To do that, “rapid, deep and sustained reductions in global greenhouse gas emissions” are required, the document says. That language is in line with the latest science, which shows the world must limit global warming to 1.5 degrees Celsius above pre-industrial levels in order to avoid the climate crisis worsening and approaching a catastrophic scenario.

While it’s progress on the political level, the agreement is far weaker than what scientists say is necessary for the world to contain global warming to 1.5 degrees above pre-industrial levels. The most recent UN climate science report showed that the world needs to nearly halve emissions over this decade to keep that limit within reach.

A doubling on funding for developing nations to adapt to the crisis

A divide remains between developed and developing nations, which is common at these annual conferences. This year that centers around one key issue — who should pay for the developing world to adapt to the climate crisis. Also issues of funding for the Global South’s green transition and the possibility of a type of climate compensation for the impacts vulnerable nations are dealing with.

On Thursday, Bolivia’s chief negotiator Diego Pacheco said his country and 21 other allied nations — including major emitters like China, India and Saudi Arabia — would oppose the entire section on reducing emissions for several reasons, including the lack of finance from the developed world.

Rich countries agreed more than 10 years ago to transfer $100 billion a year to developing nations to help their transformation to low-carbon economies and to adapt to the climate crisis. Adaptation can involve anything from building sea walls to prevent flooding, to moving communities back from the coast and retrofitting homes to better withstand extreme weather events.

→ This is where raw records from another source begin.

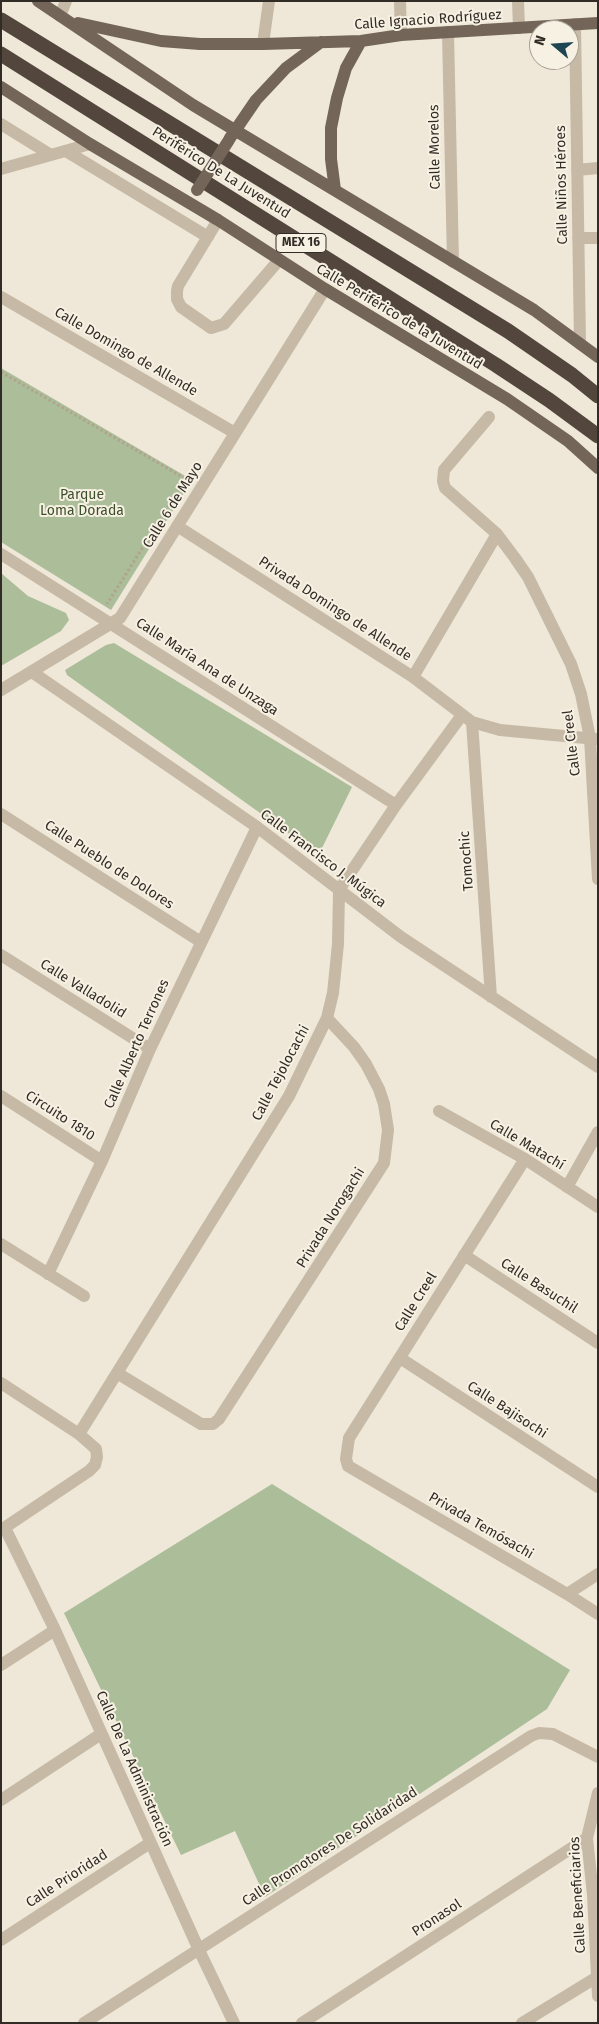 <!DOCTYPE html>
<html>
<head>
<meta charset="utf-8">
<style>
  body { margin:0 }
  #map { position:relative; width:599px; height:2024px; overflow:hidden; background:#efe8d8; font-family:"Fira Sans",sans-serif }
  canvas { display:block }
  .frame { position:absolute; inset:0; border:2px solid #322c26; pointer-events:none }
  .north { position:absolute; left:529px; top:20px; width:50px; height:50px; box-sizing:border-box; background:#f7f1e3; border:1px solid #a8a297; border-radius:50%; rotate:288deg; font-size:14px; font-weight:700; line-height:20px; text-align:center; color:#322c26 }
  .north::after { content:''; display:block; margin:auto; width:18px; height:22px; background:#1e4551; clip-path:polygon(50% 0,100% 100%,50% 72%,0 100%) }
</style>
</head>
<body>
<div id="map">
<canvas width="599" height="2024"></canvas>
<div class="frame"></div>
<div class="north">N</div>
</div>
<script>
const ctx = document.querySelector('canvas').getContext('2d');
ctx.lineJoin = 'round';
function paint(path, color) {
  ctx.fillStyle = color;
  ctx.fill(path, 'evenodd');
}
function poly(rows) {
  const path = new Path2D();
  for (const r of rows) {
    path.moveTo(r[0], r[1]);
    for (let i = 2; i < r.length; i += 2) path.lineTo(r[i], r[i + 1]);
  }
  return path;
}
function trace(path, color, width, dash) {
  ctx.strokeStyle = color;
  ctx.lineWidth = width;
  ctx.lineCap = dash ? 'butt' : 'round';
  ctx.setLineDash(dash || []);
  ctx.stroke(path);
}
function drawText(font, color, halo, rows, align = 'center') {
  ctx.font = font + ' "Fira Sans",sans-serif';
  ctx.lineWidth = 4;
  ctx.setLineDash([]);
  ctx.textBaseline = 'middle';
  ctx.strokeStyle = halo;
  ctx.fillStyle = color;
  for (const [text, x, y, turn = 0] of rows) {
    ctx.save();
    ctx.translate(x, y);
    ctx.rotate((+turn || 0) * Math.PI / 180);
    ctx.textAlign = isNaN(turn) ? turn : align;
    if (halo) ctx.strokeText(text, 0, 0);
    ctx.fillText(text, 0, 0);
    ctx.restore();
  }
}
paint(poly([
  [1,368,192,480,111,610,1,542],
  [1,573,28,596,66,613,69,620,61,631,1,666],
  [114,643,352,787,322,848,309,848,67,675,65,670,106,645],
  [272,1484,570,1670,547,1709,265,1897,235,1831,181,1855,64,1613]
]), '#abbd99');
trace(poly([
  [1,372,186,479,107,604]
]), '#b1a48f', 3, [2.5, 2.5]);
trace(poly([
  [400,1,401,35],
  [518,1,519,28],
  [60,16,66,1],
  [575,24,580,344],
  [448,32,453,262],
  [263,44,269,1],
  [1,124,51,155],
  [66,151,208,237],
  [1,169,90,144],
  [577,170,598,168],
  [218,220,178,286,177,291,177,299,181,307,211,328,224,324,279,260],
  [578,238,598,238],
  [1,297,235,433],
  [489,417,444,470,443,481,445,488,497,534,515,558,528,577,571,664,581,694,590,738,598,879],
  [177,526,413,677,472,722,500,730,596,739],
  [1,554,396,805],
  [32,672,257,827,401,937,598,1067],
  [413,677,497,534],
  [1,690,120,618,325,289],
  [472,722,491,997],
  [1,814,201,942],
  [1,955,150,1049],
  [1,1096,102,1161],
  [439,1111,525,1159,598,1207],
  [525,1159,349,1438,346,1459,348,1466,567,1594,598,1614],
  [567,1187,598,1132],
  [1,1244,84,1296],
  [464,1255,598,1343],
  [48,1274,102,1161,150,1049,257,827],
  [400,1358,598,1487],
  [117,1373,201,1424,213,1424,219,1419,384,1163,388,1130,384,1104,379,1089,366,1064,354,1047,327,1018],
  [1,1383,79,1434,96,1449,97,1457,95,1465,89,1471,1,1530],
  [79,1434,289,1096,327,1018,333,993,338,944,339,890,396,805,462,715],
  [5,1528,55,1630,199,1950,234,2023],
  [567,1594,598,1574],
  [1,1665,55,1630],
  [598,1793,587,1838,593,1895,598,1996],
  [1,1800,101,1734],
  [1,1940,150,1843],
  [84,2023,531,1736,539,1733,553,1734,598,1757],
  [302,2023,587,1838],
  [522,2023,597,1977]
]), '#c6b9a5', 12);
trace(poly([
  [38,1,193,105,534,310,598,357],
  [78,23,161,41,200,44,263,44,361,41,401,35,598,23],
  [1,87,90,144,218,220,325,289,507,399,568,441,598,468],
  [230,138,256,100,286,68,321,42],
  [335,190,331,159,331,128,337,98,346,68,361,41]
]), '#736557', 12);
trace(poly([
  [1,20,508,331,572,375,598,396],
  [1,54,496,365,549,400,598,436]
]), '#53473d', 15);
trace(poly([
  [197,190,229,140]
]), '#736557', 12);
for (const [x, y, w] of [
  [301,243,50]
]) {
  const box = new Path2D();
  box.roundRect(x - w / 2, y - 9.5, w, 19, 4);
  ctx.fillStyle = '#f7f1e3';
  ctx.fill(box);
  trace(box, '#322c26', 1);
}
drawText('bold 12px', '#322c26', null, [
  ["MEX 16",301,243]
]);
drawText('14px', '#322c26', '#f7f1e3', [
  ["Calle Ignacio Rodríguez",428,20,-4],
  ["Calle Morelos",435,147,-91],
  ["Periférico De La Juventud",221,173,32],
  ["Calle Niños Héroes",562,185,-91],
  ["Calle Periférico de la Juventud",399,317,31],
  ["Calle Domingo de Allende",126,352,30],
  ["Calle 6 de Mayo",173,505,-58],
  ["Privada Domingo de Allende",335,609,33],
  ["Calle María Ana de Unzaga",207,667,33],
  ["Calle Creel",572,743,-97],
  ["Calle Francisco J. Múgica",323,859,37],
  ["Tomochic",467,861,-94],
  ["Calle Pueblo de Dolores",109,865,33],
  ["Calle Valladolid",83,989,32],
  ["Calle Alberto Terrones",137,1044,-66],
  ["Calle Tejolocachi",281,1073,-62],
  ["Circuito 1810",60,1116,33],
  ["Calle Matachí",527,1145,31],
  ["Privada Norogachi",331,1218,-58],
  ["Calle Basuchil",539,1286,33],
  ["Calle Creel",416,1302,-58],
  ["Calle Bajisochi",507,1410,33],
  ["Privada Temósachi",481,1526,30],
  ["Calle De La Administración",134,1769,66],
  ["Calle Promotores De Solidaridad",330,1847,-33],
  ["Calle Prioridad",67,1879,-33],
  ["Calle Beneficiarios",578,1895,-93],
  ["Pronasol",437,1918,-33]
]);
drawText('14px', '#3c4f2b', '#f7f1e3', [
  ["Parque",82,495],
  ["Loma Dorada",82,511]
]);
</script>
</body>
</html>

Not only has the rich world failed to deliver the $100 billion by the 2020 deadline, developing nations say it’s nowhere near enough in the first place. They also want a 50-50 split between mitigation — measures to reduce emissions — and adaptation. Far more money has flowed to measures focused on cutting emissions.

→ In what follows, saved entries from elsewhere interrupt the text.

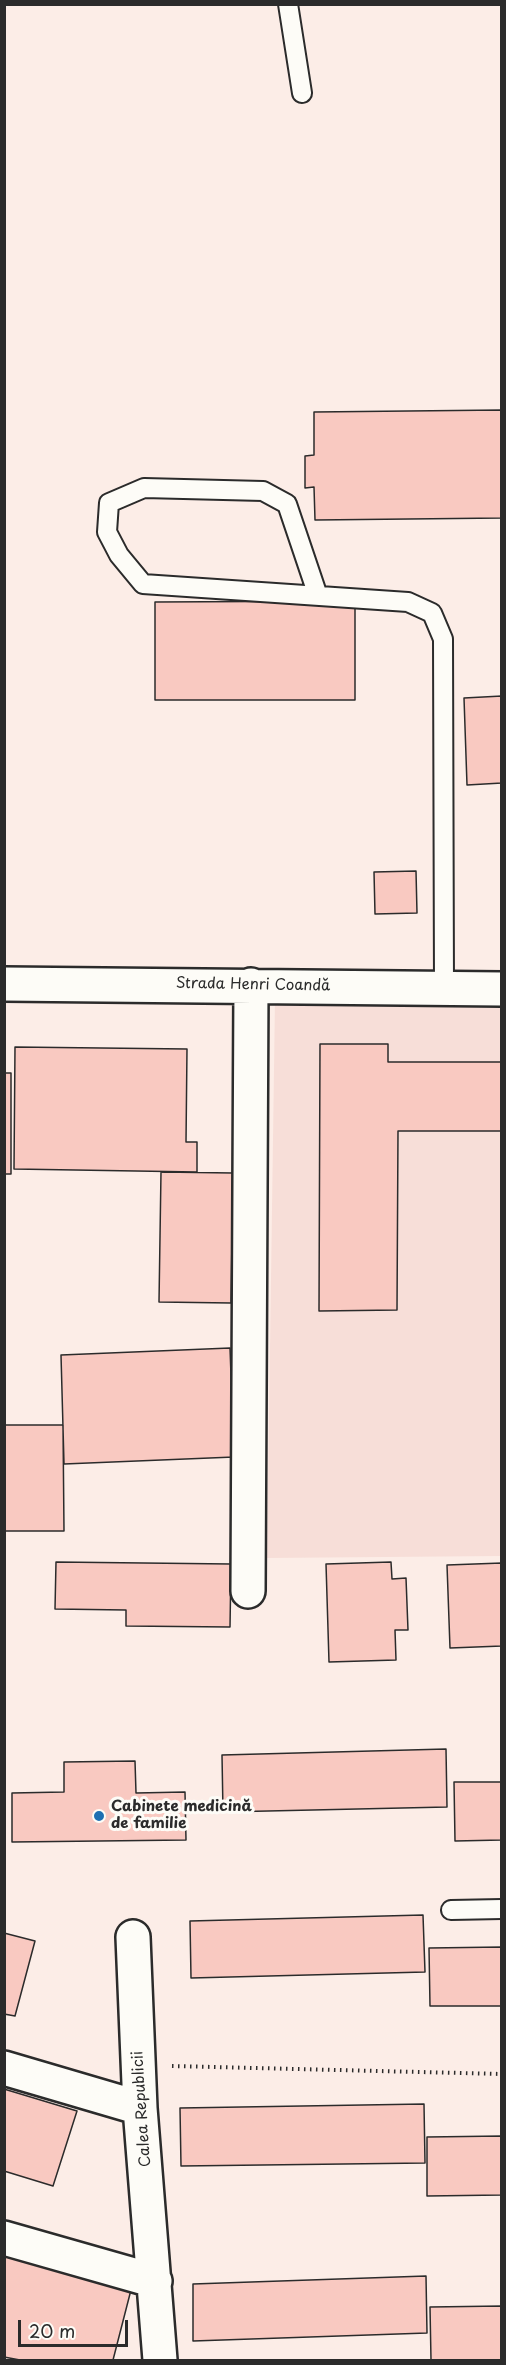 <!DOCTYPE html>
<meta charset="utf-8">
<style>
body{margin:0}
#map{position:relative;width:506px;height:2365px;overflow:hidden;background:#fcede7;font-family:"Playpen Sans",sans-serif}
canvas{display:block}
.frame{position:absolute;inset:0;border:6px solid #2b2b2b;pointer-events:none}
.scale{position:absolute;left:18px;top:2320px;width:110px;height:27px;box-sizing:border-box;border:3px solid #2b2b2b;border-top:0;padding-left:8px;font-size:18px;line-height:21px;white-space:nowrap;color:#2b2b2b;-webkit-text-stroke:4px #fdfcf7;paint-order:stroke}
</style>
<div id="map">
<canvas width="506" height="2365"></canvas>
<div class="frame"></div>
<div class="scale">20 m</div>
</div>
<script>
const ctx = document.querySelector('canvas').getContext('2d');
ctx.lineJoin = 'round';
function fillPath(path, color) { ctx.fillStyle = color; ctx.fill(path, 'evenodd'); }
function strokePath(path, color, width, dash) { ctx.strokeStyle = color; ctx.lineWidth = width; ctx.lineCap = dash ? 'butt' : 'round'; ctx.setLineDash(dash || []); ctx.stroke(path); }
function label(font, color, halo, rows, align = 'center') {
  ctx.font = font + ' "Playpen Sans",sans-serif'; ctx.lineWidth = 6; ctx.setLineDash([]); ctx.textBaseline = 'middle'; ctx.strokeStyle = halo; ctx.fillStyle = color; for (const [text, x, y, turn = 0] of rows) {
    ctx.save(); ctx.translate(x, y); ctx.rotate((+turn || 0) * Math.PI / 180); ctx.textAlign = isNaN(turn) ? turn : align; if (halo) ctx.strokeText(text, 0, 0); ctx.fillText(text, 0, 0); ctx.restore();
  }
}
const built = new Path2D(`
 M275,1000l226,8v548l-234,2z`);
const building = new Path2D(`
 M502,410v108l-187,2 -1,-33 -9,1v-32l9,-1v-43z
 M355,601v99h-200v-98z
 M502,696v87l-35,2 -3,-87z
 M416,871l1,42 -42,1 -1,-42z
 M320,1044h68v18h114v69h-104l-1,179 -78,1z
 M15,1047l172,2 -1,93h11v30l-183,-3z
 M4,1073h7v101h-7z
 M161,1172l72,1 -2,130 -72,-1z
 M230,1348l4,109 -170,7 -3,-109z
 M4,1425h59l1,106h-60z
 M56,1562l175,2 -1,63 -104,-1v-16l-71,-1z
 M391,1562l1,17 14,-1 2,52h-13l1,30 -67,2 -3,-98z
 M502,1563v83l-52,2 -3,-83z
 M446,1749l1,58 -224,5 -1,-57z
 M135,1761l1,32 49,-1 1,48 -174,2v-49l52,-1v-30z
 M454,1782h48v58l-47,1z
 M423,1915l2,57 -234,6 -1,-57z
 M4,1933l31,8 -20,75 -11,-2z
 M502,1947v59h-72l-1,-58z
 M4,2089l73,22 -24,75 -49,-15z
 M424,2104l1,59 -244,3 -1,-58z
 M502,2136v59l-75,1v-59z
 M4,2254l128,32 -19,74h-93l-16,-3z
 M426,2276l1,57 -234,8v-57z
 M502,2306v54h-71l-1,-53z`);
const path = new Path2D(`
 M172,2066l330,8`);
const lane = new Path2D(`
 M288,4l14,89
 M318,596l-31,-92 -24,-13 -119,-3 -35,15 -2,29 12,23 24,29 265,18 24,11 11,26 1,349
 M451,1910l51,-1`);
const street = new Path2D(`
 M4,984l498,5
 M248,1591l3,-606
 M133,1937l7,171 20,252
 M4,2068l136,40
 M4,2238l151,43`);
const markers = [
 [99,1816,6,"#1f6fb2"]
];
const streetNames = [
 ["Strada Henri Coandă",253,985,1],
 ["Calea Republicii",142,2109,-94]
];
const poiNames = [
 ["Cabinete medicină",111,1807],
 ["de familie",111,1824]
];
fillPath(built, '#f7ded8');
fillPath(building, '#f9c9c1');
strokePath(building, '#2b2b2b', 1.5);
strokePath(lane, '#2b2b2b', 22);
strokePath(street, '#2b2b2b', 38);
strokePath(path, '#2b2b2b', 4, [1.5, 4.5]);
strokePath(lane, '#fdfcf7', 18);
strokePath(street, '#fdfcf7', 33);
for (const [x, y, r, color] of markers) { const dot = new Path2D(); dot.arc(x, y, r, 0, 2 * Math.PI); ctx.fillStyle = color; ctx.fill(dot); strokePath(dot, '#fdfcf7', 2); }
label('15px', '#2b2b2b', '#fdfcf7', streetNames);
label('bold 15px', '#2b2b2b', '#fdfcf7', poiNames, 'left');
</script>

At the moment, the draft agreement says $40 billion should go to adaptation, so the gap is narrowing.

“Overall, I do think what we’re seeing here is the text is more balanced in favor of some of the issues that the vulnerable countries in the developing countries have been pushing for,” Helen Mountford, vice president of climate and economics at the World Resources Institute, said in a briefing.

It also mentions for the first time a new system to pay for “loss and damage,” which essentially involves wealthy countries being held financially liable for the impacts of the climate crisis. The US and EU are opposed to that measure.

And while the first draft “noted with serious concern” that money provided to developing countries to deal with the climate crisis was insufficient, the latest draft only omits the word “serious.”